▸ What to work on
The answer must be every line of the records below that contains the word "strokeStyle", copied out.
___ Record set
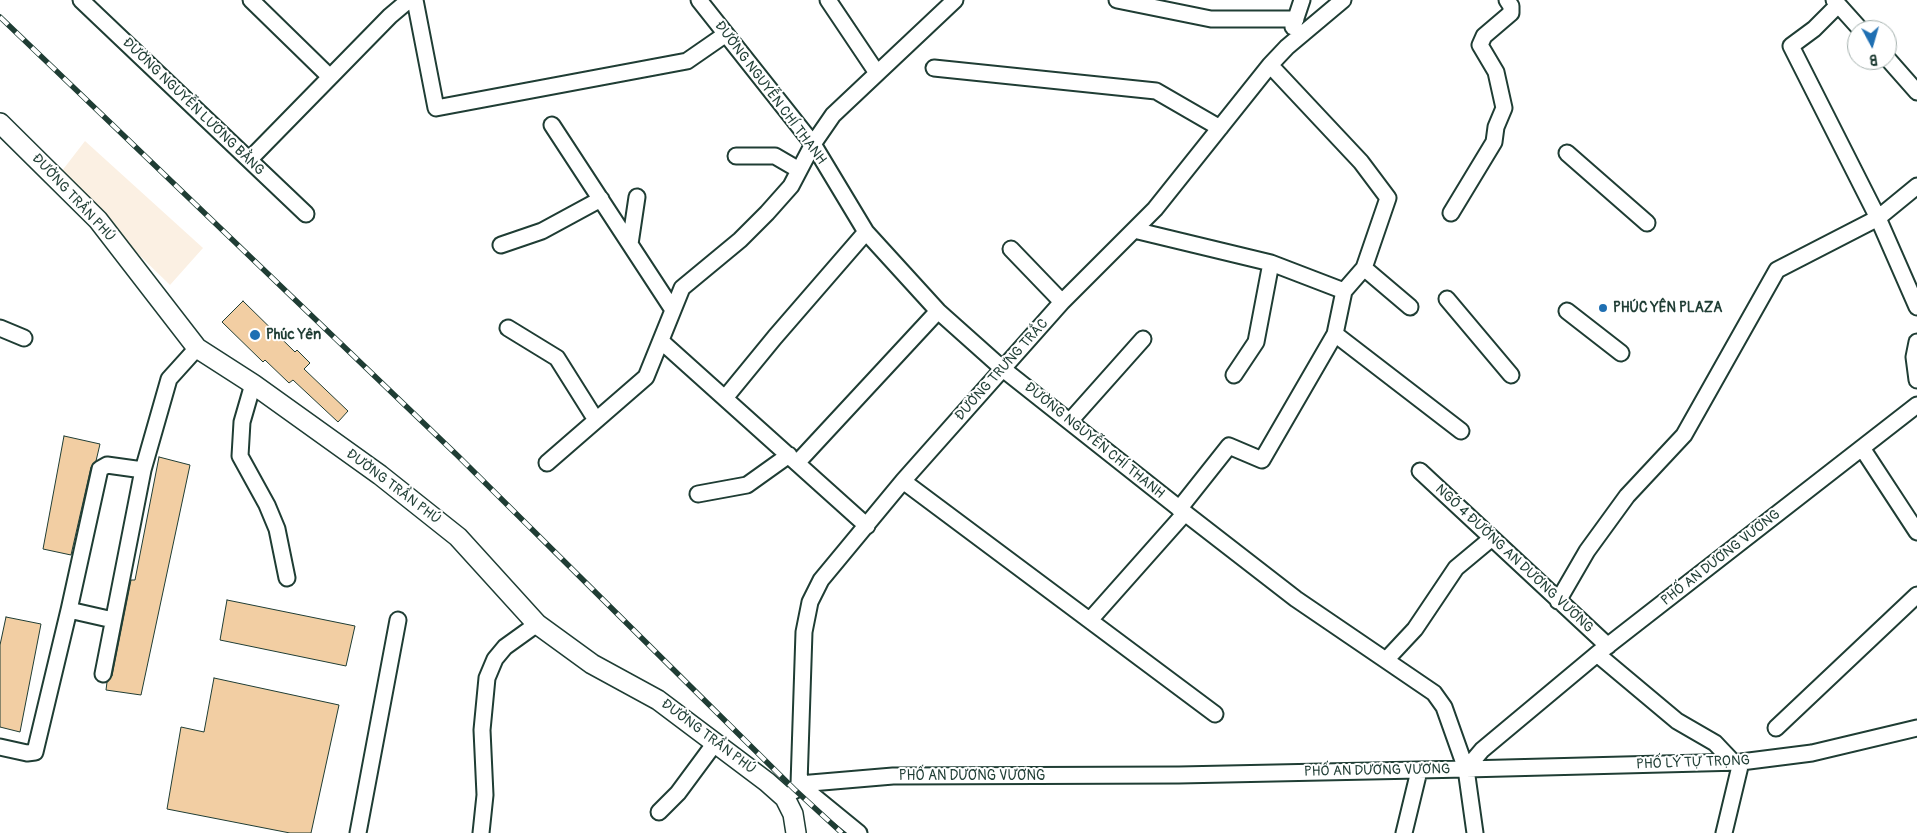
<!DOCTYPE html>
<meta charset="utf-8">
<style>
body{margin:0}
#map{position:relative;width:1917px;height:833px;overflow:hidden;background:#fff;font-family:Pangolin,sans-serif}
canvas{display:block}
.north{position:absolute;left:1847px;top:20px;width:50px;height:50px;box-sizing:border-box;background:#fff;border:1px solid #a5b1ae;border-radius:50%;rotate:174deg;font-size:14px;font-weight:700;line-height:20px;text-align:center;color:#1f3d34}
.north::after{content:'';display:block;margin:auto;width:18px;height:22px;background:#1f6fb2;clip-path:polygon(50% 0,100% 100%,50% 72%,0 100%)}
</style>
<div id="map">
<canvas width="1917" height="833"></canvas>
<div class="north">B</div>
</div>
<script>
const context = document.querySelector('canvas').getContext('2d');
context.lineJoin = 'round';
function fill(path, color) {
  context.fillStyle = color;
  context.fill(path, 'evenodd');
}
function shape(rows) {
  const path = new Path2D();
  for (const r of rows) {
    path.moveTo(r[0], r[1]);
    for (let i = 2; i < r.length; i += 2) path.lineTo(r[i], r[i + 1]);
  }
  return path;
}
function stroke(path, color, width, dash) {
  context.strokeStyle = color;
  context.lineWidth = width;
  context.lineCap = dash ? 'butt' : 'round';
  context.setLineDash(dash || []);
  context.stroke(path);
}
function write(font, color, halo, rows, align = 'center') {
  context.font = font + ' Pangolin,sans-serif';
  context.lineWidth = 4;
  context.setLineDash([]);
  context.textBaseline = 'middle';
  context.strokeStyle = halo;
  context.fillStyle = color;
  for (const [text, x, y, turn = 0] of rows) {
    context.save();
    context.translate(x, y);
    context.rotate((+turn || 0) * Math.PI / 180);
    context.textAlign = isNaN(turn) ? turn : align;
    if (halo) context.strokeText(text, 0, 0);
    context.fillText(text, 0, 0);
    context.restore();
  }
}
const built = shape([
 [85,141,203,248,170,285,58,176]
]);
const building = shape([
 [243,301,295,352,297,350,310,363,304,369,348,411,338,422,293,380,289,383,265,360,263,362,222,322,243,301],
 [64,436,100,444,96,461,91,467,71,555,43,549,64,436],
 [159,457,190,465,141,695,106,690,107,682,112,676,131,580,135,580,159,457],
 [227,600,355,626,346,666,220,640,227,600],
 [6,617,41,624,20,732,0,727,0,645,6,617],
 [214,678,339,705,311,833,290,833,167,809,181,727,204,732,214,678]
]);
const minor = shape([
 [81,0,306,214],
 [251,0,330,77],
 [415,0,436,108,687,61,726,34],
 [699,0,813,144,866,232,938,311,1003,369,1185,513,1296,599,1434,693,1444,707,1466,769,1475,833],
 [828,0,877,73],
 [1117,0,1211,19,1296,19],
 [1834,0,1861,30],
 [1838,5,1814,29,1791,46,1878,218,1917,307],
 [1293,27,1302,0],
 [1887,58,1917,92],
 [1270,65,1361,162,1388,198,1364,268,1344,291],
 [934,68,1156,91,1220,128],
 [552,125,673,310],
 [1567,153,1647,223],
 [736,156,775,156,799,170],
 [249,160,390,16,409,0],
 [1451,213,1494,142,1496,127,1504,108,1496,72,1480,45,1484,36,1511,13,1511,6,1507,0],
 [1134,230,1271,263,1344,291,1335,334,1262,460,1229,446,1179,509],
 [630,244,637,197],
 [501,245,542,231,601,199],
 [1011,249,1062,302],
 [1364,268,1410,307],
 [1447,299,1511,375],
 [1567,311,1621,353],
 [0,328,24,338],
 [508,328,557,358,596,420],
 [1335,334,1461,431],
 [661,341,867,526],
 [1917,342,1914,357,1917,380],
 [1234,375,1256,342,1271,263],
 [253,384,242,422,240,456,267,505,277,529,287,578],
 [725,398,775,337,866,232],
 [1070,421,1143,339],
 [1862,448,1917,532],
 [547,463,646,377,682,288,740,240,767,213,791,186,813,144,833,115,955,0],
 [797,463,938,311],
 [1420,471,1608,646],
 [903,481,1215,714],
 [698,494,747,485,789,455],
 [1558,601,1587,551,1627,496,1684,435,1777,270,1878,218,1917,186],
 [69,610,100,469,107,465,143,470],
 [1090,620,1185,513],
 [1597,654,1677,721,1715,743,1733,762],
 [1386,660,1415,629,1456,568,1492,538],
 [103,674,143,470,169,379,197,348],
 [1776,728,1917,595],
 [0,747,27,753,35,752,69,610,113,620],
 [1466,769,1741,762,1812,753,1917,728],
 [799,784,893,776,1179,775,1466,769,1482,750,1597,654,1917,405],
 [799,784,859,833],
 [794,791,799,784,804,632,810,602,821,580,903,481,1062,302,1155,209,1270,65,1287,47,1343,0],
 [659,812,678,793,715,743],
 [358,833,398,620],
 [481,833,485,795,482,730,487,678,495,659,505,647,537,624],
 [1404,833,1419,771],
 [1724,833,1741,762]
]);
const major = shape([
 [0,123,98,220,197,348,253,384,380,475,458,537,537,624,592,664,658,700,767,782,785,798,793,814,796,833]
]);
const rail = shape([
 [0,17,458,456,794,789,842,833]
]);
const markers = [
 [1603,308,5,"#1f6fb2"],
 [255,335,6,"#1f6fb2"]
];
const streetNames = [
 ["ĐƯỜNG NGUYỄN CHÍ THANH",770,93,53],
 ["ĐƯỜNG NGUYỄN LƯƠNG BẰNG",193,107,44],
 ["ĐƯỜNG TRẦN PHÚ",73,198,47],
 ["ĐƯỜNG TRƯNG TRẮC",1002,370,-48],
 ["ĐƯỜNG NGUYỄN CHÍ THANH",1094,441,39],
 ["ĐƯỜNG TRẦN PHÚ",393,487,37],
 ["PHỐ AN DƯƠNG VƯƠNG",1721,558,-38],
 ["NGÕ 4 ĐƯỜNG AN DƯƠNG VƯƠNG",1514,559,43],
 ["ĐƯỜNG TRẦN PHÚ",708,737,37],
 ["PHỐ LÝ TỰ TRỌNG",1693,763,-2],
 ["PHỐ AN DƯƠNG VƯƠNG",1377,771,-1],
 ["PHỐ AN DƯƠNG VƯƠNG",972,776]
];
const poiNames = [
 ["PHÚC YÊN PLAZA",1613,308],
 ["Phúc Yên",266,335]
];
fill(built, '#fbf0e3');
fill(building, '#f2cea3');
stroke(building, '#1f3d34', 1);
stroke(minor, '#1f3d34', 19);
stroke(major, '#1f3d34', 22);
stroke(minor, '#fff', 15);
stroke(major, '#fff', 19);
stroke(rail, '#1f3d34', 5.5);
stroke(rail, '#fff', 4, [11]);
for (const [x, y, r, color] of markers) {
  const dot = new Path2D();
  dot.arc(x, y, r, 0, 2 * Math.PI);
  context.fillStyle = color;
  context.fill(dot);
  stroke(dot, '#fff', 2);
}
write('14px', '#1f3d34', '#fff', streetNames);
write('bold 14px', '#1f3d34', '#fff', poiNames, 'left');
</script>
______
▸ Task result
  context.strokeStyle = color;
  context.strokeStyle = halo;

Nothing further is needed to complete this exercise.